## DATA LISTING
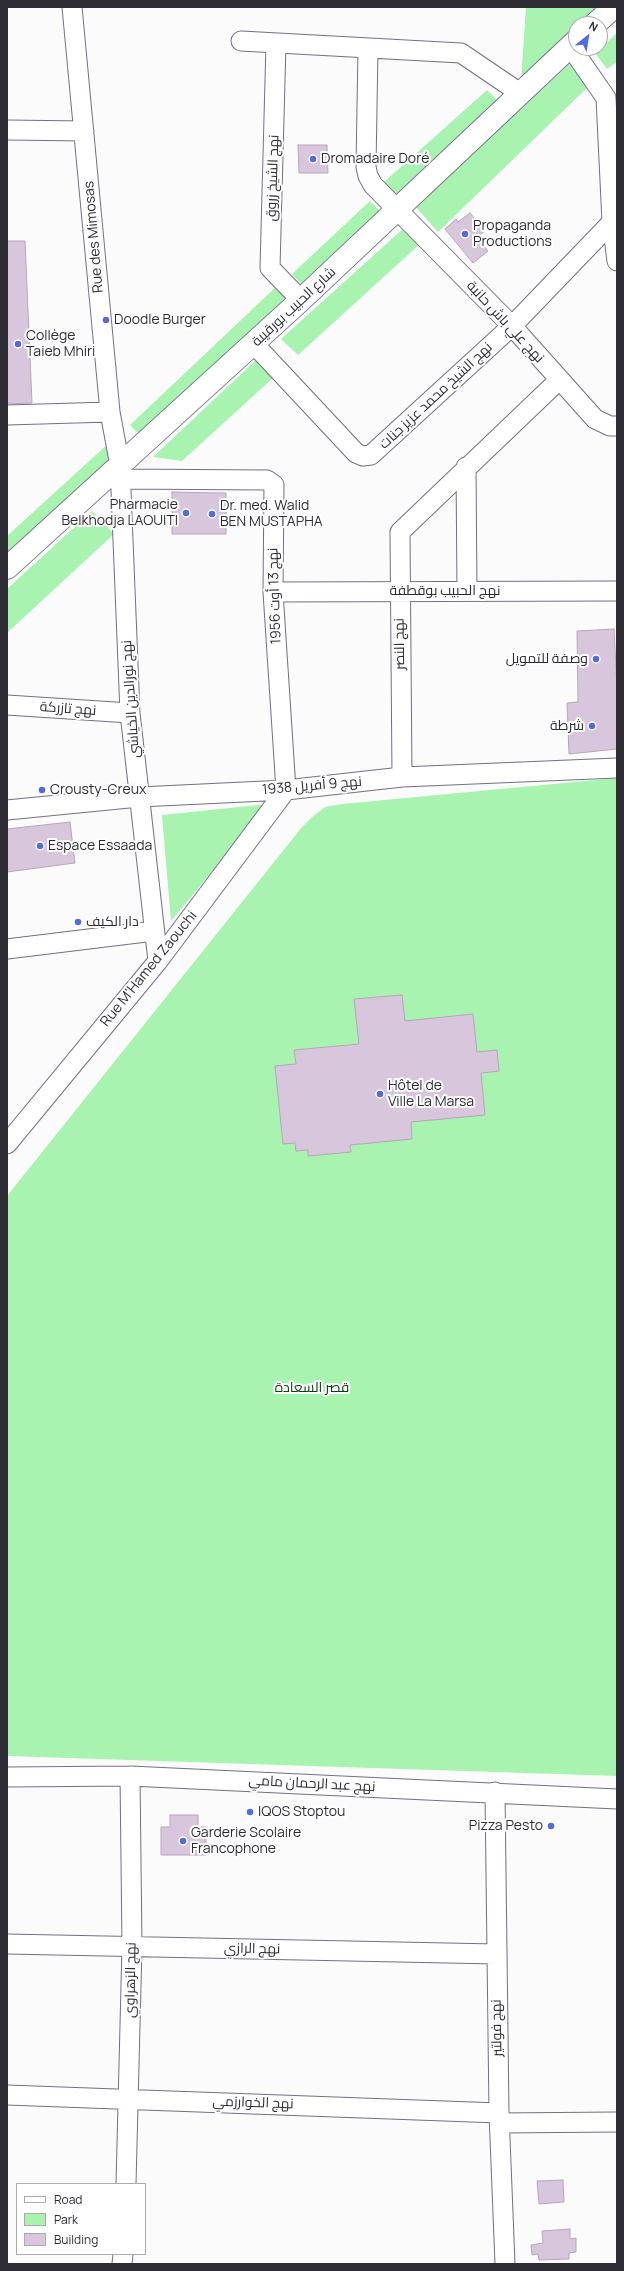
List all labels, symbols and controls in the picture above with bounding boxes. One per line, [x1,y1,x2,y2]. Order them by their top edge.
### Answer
north arrow [568,16,608,56]
text: N [587,18,601,35]
street label: نهج الشيخ زروق [263,134,283,222]
place label: Dromadaire Doré [321,151,429,167]
marker: Dromadaire Doré [308,154,318,164]
street label: Rue des Mimosas [81,180,107,294]
place label: Propaganda Productions [473,218,552,250]
marker: Propaganda Productions [460,229,470,239]
street label: شارع الحبيب بورقيبة [248,264,340,350]
street label: نهج علي باش حانبة [463,278,547,366]
place label: Doodle Burger [114,312,206,328]
marker: Doodle Burger [101,315,111,325]
place label: Collège Taieb Mhiri [26,328,95,360]
marker: Collège Taieb Mhiri [13,339,23,349]
street label: نهج الشيخ محمد عزيز جنات [376,339,496,453]
place label: Pharmacie Belkhodja LAOUITI [61,497,178,530]
place label: Dr. med. Walid BEN MUSTAPHA [220,498,323,530]
marker: Pharmacie Belkhodja LAOUITI [181,508,191,518]
marker: Dr. med. Walid BEN MUSTAPHA [207,509,217,519]
street label: نهج 13 أوت 1956 [265,547,285,645]
street label: نهج الحبيب بوقطفة [390,583,500,599]
street label: نهج النصر [391,618,409,670]
street label: نهج نورالدين الخياشي [118,639,144,759]
place label: وصفة للتمويل [506,651,588,667]
marker: وصفة للتمويل [591,654,601,664]
street label: نهج تازركة [39,699,97,719]
place label: شرطة [550,718,584,734]
marker: شرطة [587,721,597,731]
street label: نهج 9 أفريل 1938 [261,773,363,799]
place label: Crousty-Creux [50,782,146,798]
marker: Crousty-Creux [37,785,47,795]
place label: Espace Essaada [48,838,152,854]
marker: Espace Essaada [35,841,45,851]
street label: Rue M'Hamed Zaouchi [97,908,201,1030]
place label: دار الكيف [86,914,139,930]
marker: دار الكيف [73,917,83,927]
place label: Hôtel de Ville La Marsa [388,1078,474,1110]
marker: Hôtel de Ville La Marsa [375,1089,385,1099]
park label: قصر السعادة [275,1380,349,1396]
street label: نهج عبد الرحمان مامي [248,1772,376,1796]
place label: IQOS Stoptou [258,1804,345,1820]
marker: IQOS Stoptou [245,1807,255,1817]
place label: Pizza Pesto [469,1818,543,1834]
marker: Pizza Pesto [546,1821,556,1831]
place label: Garderie Scolaire Francophone [191,1825,301,1858]
marker: Garderie Scolaire Francophone [178,1836,188,1846]
street label: نهج الرازي [224,1940,280,1958]
street label: نهج الزهراوي [122,1942,140,2018]
street label: نهج فولتير [488,1999,506,2057]
street label: نهج الخوارزمي [212,2093,294,2113]
legend [16,2183,146,2255]
text: Road [54,2191,82,2208]
text: Park [54,2211,78,2228]
text: Building [54,2231,98,2248]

## GOAL OF THE EXERCISE
Return every line of the listing above that contains "Crousty".

## RESULT OF THE EXERCISE
place label: Crousty-Creux [50,782,146,798]
marker: Crousty-Creux [37,785,47,795]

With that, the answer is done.